Beep, beep… beep, beep…
6 AM: My heart’s pounding, as my to-do list consumes my first thoughts. Presentation, budget, call the technician, plan meals!
I scarf down my bowl of cereal and get to work.
A few hours later, I finish my presentation, but it’s not “perfect”. Then, I update my budget. Ugh… How did I go over, again?
My partner asks, What’s wrong? But I brush him off, lest he think I’m needy.
Suddenly, I feel unsafe and vulnerable, like a baby bird that had fallen from its nest. Self-doubt nags at me all day.
At night, I berate myself for not getting enough done and finally shut my eyes.
Voilà, a typical day for me, years ago. The scarcity mindset—believing that there will never be enough (time, money, energy, achievements, love, etc.)—ruled my life till one day, I burned out.
The craziest part?
Society is steeped in the scarcity mindset. Though many people don’t realize it, they feel its soul-crushing effects: fear, anxiety, depression and disconnection.
But don’t let that scare you! Let’s explore our beliefs of lack and find solutions to feel more peaceful.

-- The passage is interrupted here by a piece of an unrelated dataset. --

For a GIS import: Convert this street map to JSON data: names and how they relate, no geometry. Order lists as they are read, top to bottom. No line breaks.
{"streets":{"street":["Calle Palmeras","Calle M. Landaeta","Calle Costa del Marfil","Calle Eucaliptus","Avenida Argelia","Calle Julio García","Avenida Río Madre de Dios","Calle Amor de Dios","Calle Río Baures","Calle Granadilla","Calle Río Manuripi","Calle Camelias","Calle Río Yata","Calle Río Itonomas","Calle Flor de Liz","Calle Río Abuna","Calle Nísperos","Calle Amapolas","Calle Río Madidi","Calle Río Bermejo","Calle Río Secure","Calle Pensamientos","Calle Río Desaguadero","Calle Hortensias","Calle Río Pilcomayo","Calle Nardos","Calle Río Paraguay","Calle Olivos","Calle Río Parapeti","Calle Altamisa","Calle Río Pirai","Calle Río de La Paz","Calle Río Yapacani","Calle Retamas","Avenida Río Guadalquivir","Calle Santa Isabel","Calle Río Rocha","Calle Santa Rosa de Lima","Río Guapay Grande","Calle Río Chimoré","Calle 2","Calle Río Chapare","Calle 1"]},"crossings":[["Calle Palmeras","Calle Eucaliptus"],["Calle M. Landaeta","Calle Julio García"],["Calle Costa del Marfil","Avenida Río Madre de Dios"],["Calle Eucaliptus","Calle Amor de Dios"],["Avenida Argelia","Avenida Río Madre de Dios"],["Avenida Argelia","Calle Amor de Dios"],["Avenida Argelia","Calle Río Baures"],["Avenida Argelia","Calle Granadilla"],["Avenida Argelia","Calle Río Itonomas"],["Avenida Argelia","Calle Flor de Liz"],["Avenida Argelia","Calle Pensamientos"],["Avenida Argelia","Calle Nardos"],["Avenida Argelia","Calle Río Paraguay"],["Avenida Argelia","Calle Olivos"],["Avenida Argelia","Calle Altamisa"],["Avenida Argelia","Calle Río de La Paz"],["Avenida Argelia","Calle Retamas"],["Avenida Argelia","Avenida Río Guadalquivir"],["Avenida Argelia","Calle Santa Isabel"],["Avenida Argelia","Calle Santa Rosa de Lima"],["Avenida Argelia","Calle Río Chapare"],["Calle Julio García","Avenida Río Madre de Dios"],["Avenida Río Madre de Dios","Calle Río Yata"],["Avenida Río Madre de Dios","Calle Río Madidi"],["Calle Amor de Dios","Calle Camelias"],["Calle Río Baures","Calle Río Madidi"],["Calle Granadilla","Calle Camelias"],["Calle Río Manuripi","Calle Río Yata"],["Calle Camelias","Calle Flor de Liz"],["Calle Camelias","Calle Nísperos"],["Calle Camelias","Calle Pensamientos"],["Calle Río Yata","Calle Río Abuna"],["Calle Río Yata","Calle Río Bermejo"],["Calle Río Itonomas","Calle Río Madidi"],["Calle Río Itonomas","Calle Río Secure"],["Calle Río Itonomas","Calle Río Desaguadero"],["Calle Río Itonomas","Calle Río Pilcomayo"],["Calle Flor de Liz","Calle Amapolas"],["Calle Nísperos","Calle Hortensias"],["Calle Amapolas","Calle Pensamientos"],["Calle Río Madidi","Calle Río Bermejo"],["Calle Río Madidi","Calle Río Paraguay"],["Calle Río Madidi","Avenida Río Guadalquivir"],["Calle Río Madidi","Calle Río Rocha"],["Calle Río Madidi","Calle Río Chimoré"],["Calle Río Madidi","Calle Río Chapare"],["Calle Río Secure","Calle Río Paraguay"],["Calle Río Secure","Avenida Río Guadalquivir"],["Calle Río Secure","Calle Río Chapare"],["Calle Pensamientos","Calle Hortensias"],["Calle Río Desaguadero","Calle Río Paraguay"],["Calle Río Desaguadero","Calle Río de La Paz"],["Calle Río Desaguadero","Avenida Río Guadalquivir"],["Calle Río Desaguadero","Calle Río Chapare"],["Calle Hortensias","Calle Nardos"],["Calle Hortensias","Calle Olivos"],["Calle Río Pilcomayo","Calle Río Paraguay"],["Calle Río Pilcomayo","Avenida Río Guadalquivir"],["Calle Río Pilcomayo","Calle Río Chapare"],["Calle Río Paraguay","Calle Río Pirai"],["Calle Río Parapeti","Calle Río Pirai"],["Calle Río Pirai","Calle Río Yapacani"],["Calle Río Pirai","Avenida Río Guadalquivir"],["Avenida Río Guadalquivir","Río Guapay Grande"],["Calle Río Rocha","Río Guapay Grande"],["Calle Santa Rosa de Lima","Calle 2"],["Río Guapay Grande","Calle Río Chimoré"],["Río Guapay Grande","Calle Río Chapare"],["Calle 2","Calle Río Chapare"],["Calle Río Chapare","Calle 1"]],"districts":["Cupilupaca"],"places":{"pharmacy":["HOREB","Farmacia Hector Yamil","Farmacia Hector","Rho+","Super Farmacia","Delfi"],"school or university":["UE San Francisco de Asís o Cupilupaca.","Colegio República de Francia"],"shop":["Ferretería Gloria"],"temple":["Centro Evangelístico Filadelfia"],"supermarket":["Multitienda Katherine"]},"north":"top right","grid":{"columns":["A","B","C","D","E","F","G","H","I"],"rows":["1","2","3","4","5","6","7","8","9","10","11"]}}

What exactly is a scarcity mindset?
A scarcity mindset is when we believe we’re not enough, we’re not doing enough or we don’t have enough.
It stems from fear—the ultimate fear being one of rejection and shame. Studies show that we’re wired for social connection, which is key to our health, joy and fulfillment.
Forgoing relationships or a sense of belonging to a group is like forgoing food or shelter. Consequently, many people do whatever it takes to get approval from others.
In Daring Greatly, Brené Brown says that our culture’s scarcity mindset leaves us feeling angry and fearful about our safety. These feelings then permeate our work, schools, families and communities, in the form of:
- Shame: using fear of ridicule to manage people, tying self-worth to achievements, blaming, insulting, perfectionism
- Comparison: constantly comparing, stifling creativity, measuring people with narrow standards
- Disengagement: avoiding taking risks and trying new things, keeping your ideas and experiences to yourself, feeling unacknowledged
Why would we do things that squelch the connection we’re all seeking?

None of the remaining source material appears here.